2. “Quando partì per il Messico il professor Mario Calvino non era sposato. Eva Mameli era la sua segretaria. È stata coraggiosa a partire con uno così, essendo poi una sarda… ma era una donna di valore. Mi raccontava il prof. Calvino: ‘Ho guardato il mio taccuino: lunedì sono impegnato, martedì pure, mercoledì non ho niente da fare, e allora mi sposo’. Ha detto: ‘Eva, mi vuoi sposare?’. E si sono sposati sulla nave, hanno preso il capitano e così è cominciata la loro storia: sono arrivati in Messico che erano già marito e moglie; così mi ha raccontato”.

3. “La Villa Meridiana  era dei Calvino che l’avevano messa a disposizione perché c’era stato il fallimento della Banca Garibaldi, per cui non c’erano i soldi per la Stazione sperimentale.
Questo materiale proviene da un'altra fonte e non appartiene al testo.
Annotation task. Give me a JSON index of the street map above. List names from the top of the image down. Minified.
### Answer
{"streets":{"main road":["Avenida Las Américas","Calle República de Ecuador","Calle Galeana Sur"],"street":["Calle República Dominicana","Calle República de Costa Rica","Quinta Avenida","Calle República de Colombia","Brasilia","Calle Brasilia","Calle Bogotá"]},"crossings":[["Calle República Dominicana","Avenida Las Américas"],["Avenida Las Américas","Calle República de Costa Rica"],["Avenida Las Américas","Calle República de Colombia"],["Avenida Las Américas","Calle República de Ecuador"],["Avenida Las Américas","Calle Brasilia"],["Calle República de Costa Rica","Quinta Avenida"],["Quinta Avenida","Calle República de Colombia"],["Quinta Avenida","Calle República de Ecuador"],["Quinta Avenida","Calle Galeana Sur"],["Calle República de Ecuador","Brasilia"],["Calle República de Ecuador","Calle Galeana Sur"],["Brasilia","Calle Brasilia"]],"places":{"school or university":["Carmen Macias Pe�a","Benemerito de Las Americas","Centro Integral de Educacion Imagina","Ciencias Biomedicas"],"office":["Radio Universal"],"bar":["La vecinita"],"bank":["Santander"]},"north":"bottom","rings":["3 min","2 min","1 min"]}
La villa è anche quella del racconto di Italo, ‘La speculazione edilizia’. Io ero in mezzo a loro: ci abitavano Italo, Floriano, Mario, Eva Mameli e una zia. La vecchia  Mameli era molto piccola; un giorno mi dice: ‘Libereso, ah sì, un bel giardiniere… Come sta il nostro Umberto’. ‘Oh, sta bene’. ‘Ha fatto pace con Garibaldi?’. ‘Sì, sì adesso vanno proprio a bere insieme’”.

4. “Il prof. Calvino arrivava a casa e tutte le mattine – era un cinema… – diceva alla moglie. ‘Eva, ho portato i finocchi, oggi voglio i finocchi’. Dopo cinque minuti sentivo lei che mi chiamava: ‘Liberesooo’. ‘Cosa?’. ‘Porta i finocchi ai conigli’. Allora arrivava lui: ‘Porco qui…’; e lei: ‘Sacra polenta, Mario! Ma sempre finocchi?’. Ci sono stato dieci anni: non ho mai potuto mangiare un finocchio! Lui li portava giù e lei. ‘Sacra polenta, Mario!’ e lì finocchi non ne mangiava nessuno… Per dieci anni hanno fatto questo scherzo”.

5.“La signora Calvino era piccola così, con quei bei grandi rotoli di capelli…Una volta me la sono trovata davanti con tutti capelli sciolti e mi sono spaventato: sembrava un fantasma! Portava questi capelli arrotolati dieci volte, le veniva un testone grosso così. E poi aveva quelle sottane a balzo: tre, quattro, cinque balze…A terrazze! Anche i figli la temevano perché era dura”.

6.“Dopo l’armistizio dell’otto settembre 1943 hanno preso i coniugi Calvino, li hanno messi contro il muro e li han fucilati due volte senza fucilarli, sai come accadeva… Volevano sapere dov’era Italo. Italo era coi partigiani in montagna. Dev’essere stato uno shok terribile per loro. La madre è stata molto coraggiosa: pensa, metterla lì al muro e fucilarla, invece era viva, e per due volte chiederle dove era. E’ stata una donna veramente eroica”.

Eva Mameli Calvino è morta a Sanremo a 92 anni il 31 marzo 1978.

In uno dei rarissimi cenni autobiografici il figlio Italo l’aveva denominata “la maga buona che coltiva gli iris”. Un giudizio sicuramente più critico lo scrittore espose nel racconto “La strada di San Giovanni”: “Che la vita fosse anche spreco, questo mia madre non l’ammetteva: cioè che fosse anche passione. Perciò non usciva mai dal giardino etichettato pianta per pianta, dalla casa tappezzata di buganvillea, dallo studio col microscopio sotto la campana di vetro e gli erbari. Senza incertezze, ordinata, trasformava le passioni in dovere e ne viveva”.